• [Data provided]:

—————

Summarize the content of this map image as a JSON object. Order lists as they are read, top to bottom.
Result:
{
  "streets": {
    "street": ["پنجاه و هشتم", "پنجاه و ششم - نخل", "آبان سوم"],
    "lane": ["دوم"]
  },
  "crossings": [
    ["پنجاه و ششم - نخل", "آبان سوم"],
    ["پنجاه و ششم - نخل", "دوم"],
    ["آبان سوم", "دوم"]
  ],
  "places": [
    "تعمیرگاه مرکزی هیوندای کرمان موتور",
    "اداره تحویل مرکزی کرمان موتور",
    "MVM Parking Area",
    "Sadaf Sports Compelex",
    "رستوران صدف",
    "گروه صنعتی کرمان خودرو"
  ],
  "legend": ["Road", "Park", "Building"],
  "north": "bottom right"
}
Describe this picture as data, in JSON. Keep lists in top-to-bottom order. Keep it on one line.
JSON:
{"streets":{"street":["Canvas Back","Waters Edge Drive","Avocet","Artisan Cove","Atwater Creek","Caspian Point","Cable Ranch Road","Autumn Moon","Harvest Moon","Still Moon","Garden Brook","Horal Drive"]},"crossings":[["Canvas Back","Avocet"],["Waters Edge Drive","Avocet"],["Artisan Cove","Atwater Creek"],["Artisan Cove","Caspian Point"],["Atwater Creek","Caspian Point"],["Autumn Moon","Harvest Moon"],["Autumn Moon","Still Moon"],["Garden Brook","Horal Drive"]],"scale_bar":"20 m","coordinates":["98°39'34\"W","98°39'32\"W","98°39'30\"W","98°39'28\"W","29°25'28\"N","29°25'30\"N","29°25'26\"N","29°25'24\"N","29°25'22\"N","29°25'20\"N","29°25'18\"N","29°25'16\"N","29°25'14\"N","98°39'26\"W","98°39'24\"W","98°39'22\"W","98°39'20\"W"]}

—————

• [Exercise details]: Your task is to repeat the entries exactly.

• [Solution for this exercise]:
Summarize the content of this map image as a JSON object. Order lists as they are read, top to bottom.
Result:
{
  "streets": {
    "street": ["پنجاه و هشتم", "پنجاه و ششم - نخل", "آبان سوم"],
    "lane": ["دوم"]
  },
  "crossings": [
    ["پنجاه و ششم - نخل", "آبان سوم"],
    ["پنجاه و ششم - نخل", "دوم"],
    ["آبان سوم", "دوم"]
  ],
  "places": [
    "تعمیرگاه مرکزی هیوندای کرمان موتور",
    "اداره تحویل مرکزی کرمان موتور",
    "MVM Parking Area",
    "Sadaf Sports Compelex",
    "رستوران صدف",
    "گروه صنعتی کرمان خودرو"
  ],
  "legend": ["Road", "Park", "Building"],
  "north": "bottom right"
}
Describe this picture as data, in JSON. Keep lists in top-to-bottom order. Keep it on one line.
JSON:
{"streets":{"street":["Canvas Back","Waters Edge Drive","Avocet","Artisan Cove","Atwater Creek","Caspian Point","Cable Ranch Road","Autumn Moon","Harvest Moon","Still Moon","Garden Brook","Horal Drive"]},"crossings":[["Canvas Back","Avocet"],["Waters Edge Drive","Avocet"],["Artisan Cove","Atwater Creek"],["Artisan Cove","Caspian Point"],["Atwater Creek","Caspian Point"],["Autumn Moon","Harvest Moon"],["Autumn Moon","Still Moon"],["Garden Brook","Horal Drive"]],"scale_bar":"20 m","coordinates":["98°39'34\"W","98°39'32\"W","98°39'30\"W","98°39'28\"W","29°25'28\"N","29°25'30\"N","29°25'26\"N","29°25'24\"N","29°25'22\"N","29°25'20\"N","29°25'18\"N","29°25'16\"N","29°25'14\"N","98°39'26\"W","98°39'24\"W","98°39'22\"W","98°39'20\"W"]}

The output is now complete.